Mengutip Reuters, harga minyak mentah Brent turun 50 sen atau 0,74 persen ke level US$67,05 per barel, setelah pada sesi sebelumnya ditutup melemah 2,75 persen.
Untuk minyak mentah West Texas Intermediate (WTI) Amerika Serikat tercatat di US$62,77 per barel, turun 52 sen atau 0,82 persen, usai anjlok 2,84 persen pada Kamis.
Kedua acuan harga tersebut menuju penurunan mingguan pertama dalam lebih dari sebulan.
Secara keseluruhan, harga minyak telah merosot lebih dari 3 persen dari posisi tertinggi hampir enam bulan yang dicapai pada akhir Januari, saat Presiden AS Donald Trump mengancam akan melancarkan serangan ke Iran.
Amerika Serikat dan Iran sepakat menggelar perundingan di Oman pada Jumat (hari ini) di tengah meningkatnya ketegangan, menyusul pengerahan kekuatan militer AS di Timur Tengah. Di saat yang sama, para pemain regional berupaya menghindari konfrontasi militer yang dikhawatirkan dapat berkembang menjadi perang berskala lebih luas.

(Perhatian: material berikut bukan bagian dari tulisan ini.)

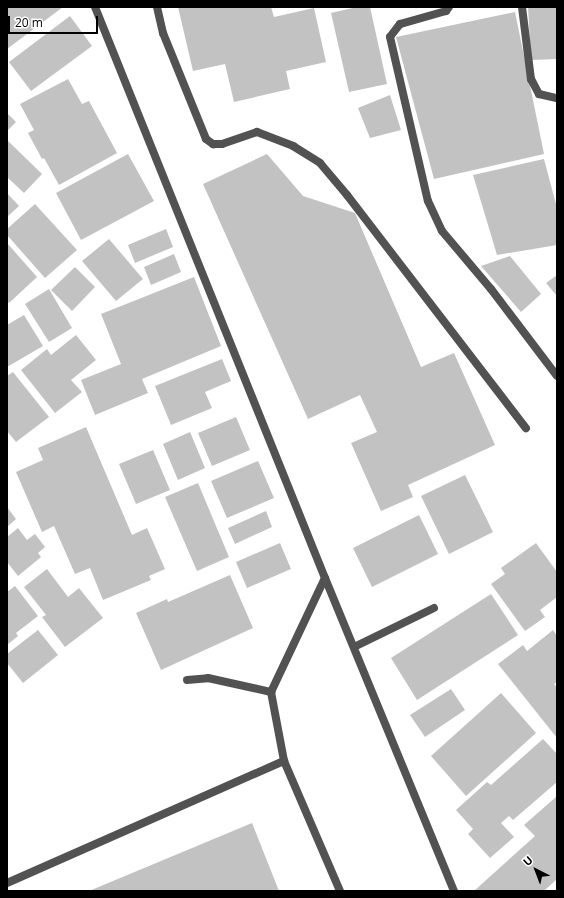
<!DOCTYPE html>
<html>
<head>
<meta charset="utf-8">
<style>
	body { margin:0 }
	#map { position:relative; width:564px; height:898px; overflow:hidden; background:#fff; font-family:"Open Sans",sans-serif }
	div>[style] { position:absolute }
	.building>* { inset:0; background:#c2c2c2 }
	.lane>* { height:8px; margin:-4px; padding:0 4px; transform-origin:4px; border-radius:4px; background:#525252 }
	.street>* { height:8px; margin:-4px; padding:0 4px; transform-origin:4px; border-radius:4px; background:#525252 }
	span { translate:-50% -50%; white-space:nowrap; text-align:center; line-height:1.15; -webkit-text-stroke:3.5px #fff; paint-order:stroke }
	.frame { position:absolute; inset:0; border:8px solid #000; pointer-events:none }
	.north { position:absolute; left:516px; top:850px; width:40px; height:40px; -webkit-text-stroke:3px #fff; paint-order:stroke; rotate:318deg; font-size:11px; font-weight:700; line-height:16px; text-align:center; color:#000 }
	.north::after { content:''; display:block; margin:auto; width:14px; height:18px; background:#000; clip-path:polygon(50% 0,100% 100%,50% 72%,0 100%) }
	.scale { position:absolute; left:8px; top:16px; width:90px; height:18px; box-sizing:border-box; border:2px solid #000; border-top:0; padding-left:5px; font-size:12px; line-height:14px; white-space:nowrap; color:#000; -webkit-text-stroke:3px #fff; paint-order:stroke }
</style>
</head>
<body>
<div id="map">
	<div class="building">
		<i style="clip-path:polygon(7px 7px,63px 7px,7px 49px)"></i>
		<i style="clip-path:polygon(178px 7px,271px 7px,274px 17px,314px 8px,326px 62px,286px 71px,290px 89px,234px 102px,225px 64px,193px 71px)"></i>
		<i style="clip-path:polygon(357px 7px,370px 7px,387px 84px,349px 92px,331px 13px)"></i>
		<i style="clip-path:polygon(528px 7px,557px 7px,557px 59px,531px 60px)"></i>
		<i style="clip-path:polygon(515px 12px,544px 154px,434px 179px,396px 37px)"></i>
		<i style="clip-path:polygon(70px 16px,92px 46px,31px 91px,9px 62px)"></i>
		<i style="clip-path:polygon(68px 79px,82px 104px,89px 101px,117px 153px,59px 185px,44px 158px,42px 159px,28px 133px,34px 130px,20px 104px)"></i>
		<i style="clip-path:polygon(390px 95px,401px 130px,370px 138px,358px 108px)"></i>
		<i style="clip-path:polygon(7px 113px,16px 122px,7px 131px)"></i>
		<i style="clip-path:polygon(7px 140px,42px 174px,24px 193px,7px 177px)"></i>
		<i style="clip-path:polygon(128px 154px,154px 201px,81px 240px,56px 193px)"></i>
		<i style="clip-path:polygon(267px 154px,303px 196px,355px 213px,421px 367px,454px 353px,495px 445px,408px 485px,413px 497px,381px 511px,351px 443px,377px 432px,360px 395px,308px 419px,203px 184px)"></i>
		<i style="clip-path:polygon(544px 159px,557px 208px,557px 245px,497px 255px,473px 175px)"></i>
		<i style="clip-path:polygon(7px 193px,19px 206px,7px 217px)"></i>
		<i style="clip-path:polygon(35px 204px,77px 250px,45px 278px,7px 235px,7px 229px)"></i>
		<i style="clip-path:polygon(166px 229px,173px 247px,135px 263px,128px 245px)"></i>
		<i style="clip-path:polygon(109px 239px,143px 279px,116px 301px,82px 261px)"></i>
		<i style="clip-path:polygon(7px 243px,37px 277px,9px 303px,7px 301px)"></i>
		<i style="clip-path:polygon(174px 254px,181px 272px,151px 285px,144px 267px)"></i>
		<i style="clip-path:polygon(510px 256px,541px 294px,521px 312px,481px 266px)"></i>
		<i style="clip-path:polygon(75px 267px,95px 287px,72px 311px,51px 290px)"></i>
		<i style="clip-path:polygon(557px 275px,557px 296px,546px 283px)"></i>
		<i style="clip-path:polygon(194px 277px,221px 346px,142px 379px,148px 393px,95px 415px,81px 380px,121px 364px,101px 314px)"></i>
		<i style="clip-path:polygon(49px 289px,72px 328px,49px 342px,25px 304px)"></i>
		<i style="clip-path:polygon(24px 315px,43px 346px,7px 367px,7px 325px)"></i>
		<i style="clip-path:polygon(76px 335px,96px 360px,71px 380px,82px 392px,55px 413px,21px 370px,47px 349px,51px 355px)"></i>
		<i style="clip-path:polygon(222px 359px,231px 381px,205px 392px,212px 408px,171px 425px,155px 386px)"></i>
		<i style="clip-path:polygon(13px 372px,49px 417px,16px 442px,7px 431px,7px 376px)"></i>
		<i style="clip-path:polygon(236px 417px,250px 450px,212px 466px,198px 433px)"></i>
		<i style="clip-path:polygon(86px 427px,132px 535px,147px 528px,165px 569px,149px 576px,151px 580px,103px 600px,90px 568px,75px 574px,54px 526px,42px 532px,16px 472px,43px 460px,38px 448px)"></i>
		<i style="clip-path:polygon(190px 432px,205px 468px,178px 480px,163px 444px)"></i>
		<i style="clip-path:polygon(153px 450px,170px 490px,136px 504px,119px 464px)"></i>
		<i style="clip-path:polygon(258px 461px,274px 498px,227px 518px,211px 481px)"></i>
		<i style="clip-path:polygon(465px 475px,493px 532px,449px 554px,421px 496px)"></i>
		<i style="clip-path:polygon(198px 483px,229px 557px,197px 571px,165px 497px)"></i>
		<i style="clip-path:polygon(7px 507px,16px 519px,7px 527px)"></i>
		<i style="clip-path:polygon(266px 511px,272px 527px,235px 544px,228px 528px)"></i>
		<i style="clip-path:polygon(419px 515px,438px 554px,372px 587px,353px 548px)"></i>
		<i style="clip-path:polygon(18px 528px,27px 540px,35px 534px,45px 547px,38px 553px,41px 557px,18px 576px,7px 562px,7px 537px)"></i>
		<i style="clip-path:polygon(280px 543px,291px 569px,247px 588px,236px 562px)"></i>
		<i style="clip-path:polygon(536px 543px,557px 572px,557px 597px,540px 610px,545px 617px,525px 631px,491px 584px,505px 574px,501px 568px)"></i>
		<i style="clip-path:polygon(47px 569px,68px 597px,79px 588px,103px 618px,65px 647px,42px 617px,46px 615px,24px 587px)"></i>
		<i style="clip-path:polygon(230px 575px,253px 628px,161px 670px,136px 613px,167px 599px,168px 602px)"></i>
		<i style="clip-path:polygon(15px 586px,38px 616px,16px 633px,18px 636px,7px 645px,7px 592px)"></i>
		<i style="clip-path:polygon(491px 594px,518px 635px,417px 700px,391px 658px)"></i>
		<i style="clip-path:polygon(38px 630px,58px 655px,23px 683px,7px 663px,7px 654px)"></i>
		<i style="clip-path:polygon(553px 630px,557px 636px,557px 682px,554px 684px,557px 688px,557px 738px,498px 664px,523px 645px,527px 651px)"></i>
		<i style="clip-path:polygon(451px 689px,465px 710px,425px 737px,410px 715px)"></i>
		<i style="clip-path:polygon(501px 693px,536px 733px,466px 796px,431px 756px)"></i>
		<i style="clip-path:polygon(543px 739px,557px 754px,557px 782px,513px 820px,509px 816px,501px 823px,514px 837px,490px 858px,468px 834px,473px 829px,456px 810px,487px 782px,491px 785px)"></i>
		<i style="clip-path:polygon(557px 796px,557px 879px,544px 891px,474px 891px,535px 836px,524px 825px)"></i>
		<i style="clip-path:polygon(252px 823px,279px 891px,89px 891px)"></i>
	</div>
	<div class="lane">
		<i style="left:157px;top:7px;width:27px;rotate:77deg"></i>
		<i style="left:163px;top:33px;width:114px;rotate:67.9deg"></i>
		<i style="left:206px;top:139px;width:9px;rotate:36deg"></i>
		<i style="left:213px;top:144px;width:9px"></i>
		<i style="left:222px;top:144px;width:37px;rotate:-19deg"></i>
		<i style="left:257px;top:132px;width:39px;rotate:21deg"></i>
		<i style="left:293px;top:146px;width:32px;rotate:32deg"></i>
		<i style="left:320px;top:163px;width:42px;rotate:49.8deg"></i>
		<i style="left:347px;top:195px;width:294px;rotate:52.5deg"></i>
		<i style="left:449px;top:7px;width:5px;rotate:127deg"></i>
		<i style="left:446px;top:11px;width:48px;rotate:164.2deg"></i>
		<i style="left:400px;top:24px;width:16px;rotate:128deg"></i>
		<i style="left:390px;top:37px;width:168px;rotate:77deg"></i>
		<i style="left:428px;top:201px;width:33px;rotate:65deg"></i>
		<i style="left:442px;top:231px;width:76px;rotate:49.8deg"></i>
		<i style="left:491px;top:289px;width:109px;rotate:52.8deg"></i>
		<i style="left:522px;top:7px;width:73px;rotate:82.9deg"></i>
		<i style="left:531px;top:79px;width:17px;rotate:62deg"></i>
		<i style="left:539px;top:94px;width:18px;rotate:13deg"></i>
		<i style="left:354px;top:647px;width:89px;rotate:-26deg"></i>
		<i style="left:187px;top:680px;width:21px;rotate:-5deg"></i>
		<i style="left:208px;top:678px;width:65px;rotate:12.5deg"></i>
		<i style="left:271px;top:692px;width:126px;rotate:-64.7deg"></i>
		<i style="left:271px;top:692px;width:70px;rotate:79.3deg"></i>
		<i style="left:7px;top:883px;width:303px;rotate:-23.8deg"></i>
		<i style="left:284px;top:761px;width:142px;rotate:66.7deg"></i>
	</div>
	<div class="street">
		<i style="left:95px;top:7px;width:616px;rotate:68.06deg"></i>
		<i style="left:325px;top:578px;width:339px;rotate:67.6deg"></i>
	</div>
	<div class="frame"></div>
	<div class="north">U</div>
	<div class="scale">20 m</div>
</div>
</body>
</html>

Sekitar seperlima konsumsi minyak dunia melewati Selat Hormuz yang berada di antara Oman dan Iran. Jalur vital tersebut juga menjadi rute utama ekspor minyak bagi anggota OPEC seperti Arab Saudi, Uni Emirat Arab, Kuwait, dan Irak, termasuk Iran.
Analis Capital Economics menilai meningkatnya ketegangan geopolitik antara AS dan Iran telah berkontribusi mendorong harga minyak lebih tinggi. Namun, mereka memperkirakan kekhawatiran geopolitik tersebut akan tergeser oleh lemahnya fundamental pasar.
Menurut Capital Economics, pemulihan produksi minyak Kazakhstan berpotensi menambah pasokan global dan menekan harga minyak hingga mendekati US$50 per barel pada akhir 2026.